On November 6, 2009, President Obama signed a bill into law that extends the $8,000 first-time homebuyers tax credit program, initially scheduled to end in Novmeber, to April 2010. The expanded tax credit is part of a legislation that extends unemployment benefits by at least 14 weeks in 50 states.
Besides extending the tax credit for first-time homebuyers, the program also makes a tax credit of up to $6,500 available to existing homeowners who are looking for a ‘step-up’ by selling their current home and buying another one during the same period.
While the first-time homebuyer tax credit has already helped many potential homebuyers transition into their first homes, expanding the credit to existing homeowners may help push more qualified buyers to purchase homes. Experts are debating over whether this extension will help revive the housing market and increase home sales or if it would only create another bubble in the market.

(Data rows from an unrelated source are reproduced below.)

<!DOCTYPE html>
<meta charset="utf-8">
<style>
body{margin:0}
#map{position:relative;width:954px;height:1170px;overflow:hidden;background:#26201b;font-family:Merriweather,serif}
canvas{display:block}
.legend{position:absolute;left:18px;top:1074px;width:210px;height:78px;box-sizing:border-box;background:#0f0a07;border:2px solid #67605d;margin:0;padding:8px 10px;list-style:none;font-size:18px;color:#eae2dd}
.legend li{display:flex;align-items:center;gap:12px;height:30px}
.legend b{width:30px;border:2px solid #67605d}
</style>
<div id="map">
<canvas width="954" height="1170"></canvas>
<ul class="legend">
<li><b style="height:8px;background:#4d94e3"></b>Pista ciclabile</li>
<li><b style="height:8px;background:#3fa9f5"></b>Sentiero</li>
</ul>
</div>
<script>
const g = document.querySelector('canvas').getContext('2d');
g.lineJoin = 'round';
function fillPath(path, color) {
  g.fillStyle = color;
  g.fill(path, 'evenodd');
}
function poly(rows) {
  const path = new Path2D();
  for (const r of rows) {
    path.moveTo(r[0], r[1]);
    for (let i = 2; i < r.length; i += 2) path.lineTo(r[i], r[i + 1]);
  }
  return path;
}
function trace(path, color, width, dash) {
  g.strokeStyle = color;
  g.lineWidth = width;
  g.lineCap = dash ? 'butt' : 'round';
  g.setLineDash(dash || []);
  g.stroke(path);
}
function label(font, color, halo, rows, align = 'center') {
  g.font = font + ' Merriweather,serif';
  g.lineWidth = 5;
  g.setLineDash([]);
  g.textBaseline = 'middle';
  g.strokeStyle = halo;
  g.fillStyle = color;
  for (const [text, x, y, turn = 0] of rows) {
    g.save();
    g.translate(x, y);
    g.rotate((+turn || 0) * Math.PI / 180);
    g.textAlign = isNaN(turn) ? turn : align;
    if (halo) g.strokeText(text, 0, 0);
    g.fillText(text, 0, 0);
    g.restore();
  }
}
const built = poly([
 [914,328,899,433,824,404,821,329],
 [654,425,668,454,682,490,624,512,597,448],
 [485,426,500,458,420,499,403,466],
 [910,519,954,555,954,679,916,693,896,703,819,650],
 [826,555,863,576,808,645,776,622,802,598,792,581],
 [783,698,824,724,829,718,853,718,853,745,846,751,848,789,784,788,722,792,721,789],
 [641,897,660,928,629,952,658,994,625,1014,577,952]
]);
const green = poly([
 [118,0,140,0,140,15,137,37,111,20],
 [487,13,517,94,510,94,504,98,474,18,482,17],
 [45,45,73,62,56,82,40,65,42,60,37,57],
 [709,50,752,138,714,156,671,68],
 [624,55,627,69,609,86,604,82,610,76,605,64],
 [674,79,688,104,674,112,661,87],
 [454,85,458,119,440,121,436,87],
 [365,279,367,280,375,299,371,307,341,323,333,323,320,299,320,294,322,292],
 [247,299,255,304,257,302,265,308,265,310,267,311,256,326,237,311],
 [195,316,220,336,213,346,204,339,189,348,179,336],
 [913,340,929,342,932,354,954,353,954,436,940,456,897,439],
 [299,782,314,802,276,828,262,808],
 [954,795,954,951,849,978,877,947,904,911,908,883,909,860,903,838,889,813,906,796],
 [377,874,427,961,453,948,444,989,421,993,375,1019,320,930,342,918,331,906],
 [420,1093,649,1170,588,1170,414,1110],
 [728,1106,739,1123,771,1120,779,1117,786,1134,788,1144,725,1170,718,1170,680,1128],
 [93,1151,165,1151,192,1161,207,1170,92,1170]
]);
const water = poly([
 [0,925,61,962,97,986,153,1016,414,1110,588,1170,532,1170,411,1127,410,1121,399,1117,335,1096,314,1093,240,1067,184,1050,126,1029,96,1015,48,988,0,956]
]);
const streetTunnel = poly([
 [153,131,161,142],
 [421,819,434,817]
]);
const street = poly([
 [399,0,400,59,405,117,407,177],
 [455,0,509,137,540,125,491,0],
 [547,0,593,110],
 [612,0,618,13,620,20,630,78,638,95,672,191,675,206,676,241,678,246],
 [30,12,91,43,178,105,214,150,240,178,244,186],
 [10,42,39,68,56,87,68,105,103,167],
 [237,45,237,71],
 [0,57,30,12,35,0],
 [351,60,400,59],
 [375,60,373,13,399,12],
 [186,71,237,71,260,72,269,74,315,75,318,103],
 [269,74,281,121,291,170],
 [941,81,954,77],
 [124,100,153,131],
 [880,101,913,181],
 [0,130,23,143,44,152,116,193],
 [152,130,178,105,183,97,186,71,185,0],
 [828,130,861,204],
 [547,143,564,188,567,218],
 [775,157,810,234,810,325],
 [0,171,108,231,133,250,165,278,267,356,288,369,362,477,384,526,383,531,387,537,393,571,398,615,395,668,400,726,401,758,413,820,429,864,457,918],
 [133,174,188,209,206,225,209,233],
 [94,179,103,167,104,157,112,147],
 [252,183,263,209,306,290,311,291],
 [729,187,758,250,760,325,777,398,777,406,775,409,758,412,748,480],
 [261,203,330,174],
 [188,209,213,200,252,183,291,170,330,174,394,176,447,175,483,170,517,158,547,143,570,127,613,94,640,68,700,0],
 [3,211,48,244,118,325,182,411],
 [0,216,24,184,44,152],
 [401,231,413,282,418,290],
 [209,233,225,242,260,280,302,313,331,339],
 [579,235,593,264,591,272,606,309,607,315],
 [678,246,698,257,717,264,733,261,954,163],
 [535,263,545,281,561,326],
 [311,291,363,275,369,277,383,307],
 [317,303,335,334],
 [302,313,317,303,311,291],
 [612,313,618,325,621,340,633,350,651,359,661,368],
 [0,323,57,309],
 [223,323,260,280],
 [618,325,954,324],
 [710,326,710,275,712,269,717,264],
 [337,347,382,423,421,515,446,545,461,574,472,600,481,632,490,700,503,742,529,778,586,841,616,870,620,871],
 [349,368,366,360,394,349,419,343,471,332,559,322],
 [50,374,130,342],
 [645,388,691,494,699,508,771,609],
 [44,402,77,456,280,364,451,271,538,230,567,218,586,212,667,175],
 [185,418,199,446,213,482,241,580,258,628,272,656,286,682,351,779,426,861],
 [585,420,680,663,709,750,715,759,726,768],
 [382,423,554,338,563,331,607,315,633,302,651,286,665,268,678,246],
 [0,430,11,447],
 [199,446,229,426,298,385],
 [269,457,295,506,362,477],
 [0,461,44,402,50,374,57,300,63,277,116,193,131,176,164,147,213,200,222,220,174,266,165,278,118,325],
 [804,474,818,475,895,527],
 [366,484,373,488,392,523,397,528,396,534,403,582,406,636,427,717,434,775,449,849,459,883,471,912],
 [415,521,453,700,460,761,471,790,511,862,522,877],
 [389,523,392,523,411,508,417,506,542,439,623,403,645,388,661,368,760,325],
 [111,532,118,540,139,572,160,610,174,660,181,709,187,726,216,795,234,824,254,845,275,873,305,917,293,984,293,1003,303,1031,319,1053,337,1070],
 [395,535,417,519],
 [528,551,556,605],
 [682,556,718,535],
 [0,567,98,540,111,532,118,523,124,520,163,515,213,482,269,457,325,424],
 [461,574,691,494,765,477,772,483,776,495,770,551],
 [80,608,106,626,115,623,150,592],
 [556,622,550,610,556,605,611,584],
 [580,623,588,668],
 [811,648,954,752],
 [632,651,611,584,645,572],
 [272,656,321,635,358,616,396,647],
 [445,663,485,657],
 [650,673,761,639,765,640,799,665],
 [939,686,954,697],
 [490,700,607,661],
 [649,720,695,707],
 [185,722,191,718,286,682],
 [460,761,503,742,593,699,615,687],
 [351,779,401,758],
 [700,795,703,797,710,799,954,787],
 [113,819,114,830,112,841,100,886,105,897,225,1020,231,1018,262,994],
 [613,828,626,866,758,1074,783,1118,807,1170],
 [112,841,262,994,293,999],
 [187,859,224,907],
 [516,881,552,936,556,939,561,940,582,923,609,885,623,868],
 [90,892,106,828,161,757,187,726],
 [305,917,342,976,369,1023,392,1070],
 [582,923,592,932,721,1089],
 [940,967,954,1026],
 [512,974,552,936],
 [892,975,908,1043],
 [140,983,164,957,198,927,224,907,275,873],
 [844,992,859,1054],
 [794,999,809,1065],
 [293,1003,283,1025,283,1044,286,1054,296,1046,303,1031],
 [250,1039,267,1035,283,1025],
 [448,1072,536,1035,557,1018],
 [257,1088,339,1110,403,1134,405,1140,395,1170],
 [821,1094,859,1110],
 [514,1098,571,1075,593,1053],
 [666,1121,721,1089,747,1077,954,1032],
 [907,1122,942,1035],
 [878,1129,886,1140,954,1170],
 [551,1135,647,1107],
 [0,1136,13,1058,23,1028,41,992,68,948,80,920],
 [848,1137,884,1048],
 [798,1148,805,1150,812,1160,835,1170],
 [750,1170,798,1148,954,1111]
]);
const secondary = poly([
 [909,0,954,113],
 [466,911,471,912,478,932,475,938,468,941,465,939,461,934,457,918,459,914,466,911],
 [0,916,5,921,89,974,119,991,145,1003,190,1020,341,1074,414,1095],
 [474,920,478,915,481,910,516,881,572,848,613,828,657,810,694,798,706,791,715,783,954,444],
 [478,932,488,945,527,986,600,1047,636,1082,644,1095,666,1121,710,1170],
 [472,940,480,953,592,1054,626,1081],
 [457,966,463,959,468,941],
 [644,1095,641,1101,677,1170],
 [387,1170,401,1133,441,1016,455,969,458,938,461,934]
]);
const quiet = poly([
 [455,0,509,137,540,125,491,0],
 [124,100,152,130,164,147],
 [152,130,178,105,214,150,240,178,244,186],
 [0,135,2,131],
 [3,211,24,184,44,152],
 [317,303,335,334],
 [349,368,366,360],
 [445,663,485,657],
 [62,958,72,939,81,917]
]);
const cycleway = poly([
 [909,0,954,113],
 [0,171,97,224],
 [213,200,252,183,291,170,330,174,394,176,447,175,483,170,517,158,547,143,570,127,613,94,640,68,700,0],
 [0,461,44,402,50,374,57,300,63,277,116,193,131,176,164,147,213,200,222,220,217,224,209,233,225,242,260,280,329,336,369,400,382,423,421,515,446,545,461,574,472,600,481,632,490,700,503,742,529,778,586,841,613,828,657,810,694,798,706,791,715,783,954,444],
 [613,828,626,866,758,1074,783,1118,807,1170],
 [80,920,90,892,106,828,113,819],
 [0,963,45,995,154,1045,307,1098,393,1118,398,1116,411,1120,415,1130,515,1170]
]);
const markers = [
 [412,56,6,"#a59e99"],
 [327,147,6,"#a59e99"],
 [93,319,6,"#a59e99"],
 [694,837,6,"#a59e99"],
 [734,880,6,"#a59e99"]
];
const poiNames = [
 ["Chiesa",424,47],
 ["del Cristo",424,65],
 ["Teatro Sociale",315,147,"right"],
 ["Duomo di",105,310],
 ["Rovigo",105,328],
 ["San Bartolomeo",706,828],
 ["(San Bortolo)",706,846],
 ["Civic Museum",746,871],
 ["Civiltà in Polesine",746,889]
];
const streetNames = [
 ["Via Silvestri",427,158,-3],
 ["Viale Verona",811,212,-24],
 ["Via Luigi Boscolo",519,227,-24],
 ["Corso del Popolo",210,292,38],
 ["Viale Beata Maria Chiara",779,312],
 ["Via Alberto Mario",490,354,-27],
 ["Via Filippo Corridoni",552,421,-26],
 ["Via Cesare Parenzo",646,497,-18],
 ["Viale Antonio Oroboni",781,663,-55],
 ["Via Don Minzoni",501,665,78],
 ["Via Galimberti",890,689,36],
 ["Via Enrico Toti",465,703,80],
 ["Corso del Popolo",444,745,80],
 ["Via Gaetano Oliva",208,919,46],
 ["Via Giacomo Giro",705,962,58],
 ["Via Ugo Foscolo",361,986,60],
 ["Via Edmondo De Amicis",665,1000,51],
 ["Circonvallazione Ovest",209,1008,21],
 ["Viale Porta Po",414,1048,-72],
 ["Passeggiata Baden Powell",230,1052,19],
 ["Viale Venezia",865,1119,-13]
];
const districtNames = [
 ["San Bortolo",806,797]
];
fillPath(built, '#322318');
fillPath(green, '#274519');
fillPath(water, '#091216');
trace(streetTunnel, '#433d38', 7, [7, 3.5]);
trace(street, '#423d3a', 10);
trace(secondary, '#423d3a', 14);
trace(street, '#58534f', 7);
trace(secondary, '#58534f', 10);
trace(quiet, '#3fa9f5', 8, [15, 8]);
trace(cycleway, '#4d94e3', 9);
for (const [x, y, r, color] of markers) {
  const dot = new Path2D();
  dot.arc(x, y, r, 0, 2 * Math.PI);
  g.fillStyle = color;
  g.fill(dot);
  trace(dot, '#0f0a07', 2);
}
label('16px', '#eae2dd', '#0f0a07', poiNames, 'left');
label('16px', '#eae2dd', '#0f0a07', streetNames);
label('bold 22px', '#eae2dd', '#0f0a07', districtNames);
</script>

Below are the highlights of the new tax credit law:
For First-Time Homebuyers
- First-time home buyers can claim the $8,000 tax credit by signing a sales contract before May 1, 2010 and close on the sale before June 30, 2010.
- Those who serve in the military and who are on extended duty outside the United States can claim the credit till July 1, 2011, provided they sign the sales contract before May 1, 2011.
- The maximum income limit for receiving the tax credit has now been raised from $75,000 for single buyers to $125,000. The income limit for married couples has also been raised from $150,000 to $225,000. A partial tax credit is available for single buyers making between $125,000 and $145,000 and for married couples making between $225,000 and $245,000.
- The tax credit does not have to be repaid unless you sell your home within three years.
For Existing or Repeat Homebuyers
- Homebuyers who have lived in their current home for at least five years and wish to buy a new home are eligible for a tax credit of up to $6,500.
- The deadlines and income limits for repeat homebuyers are the same as first-time homebuyers. Both existing and first-time homebuyers are not eligible for the tax credit if the purchase price of the home is more than $800,000.
- The new home must be the homebuyer’s principal residence; the tax credit cannot be used to buy a vacation home.
- After the Treasury reported that many taxpayers who were not eligible for homebuyer credit had wrongly claimed it, certain anti-fraud provisions have been added to the new law.
- Those listed as dependents on someone else’s tax returns cannot claim the tax credit. Taxpayers must also be at least 18 years of age of the date of purchase to be eligible for the tax credit.
- Homebuyers will not be required to attach a copy of their settlement agreement to the tax return.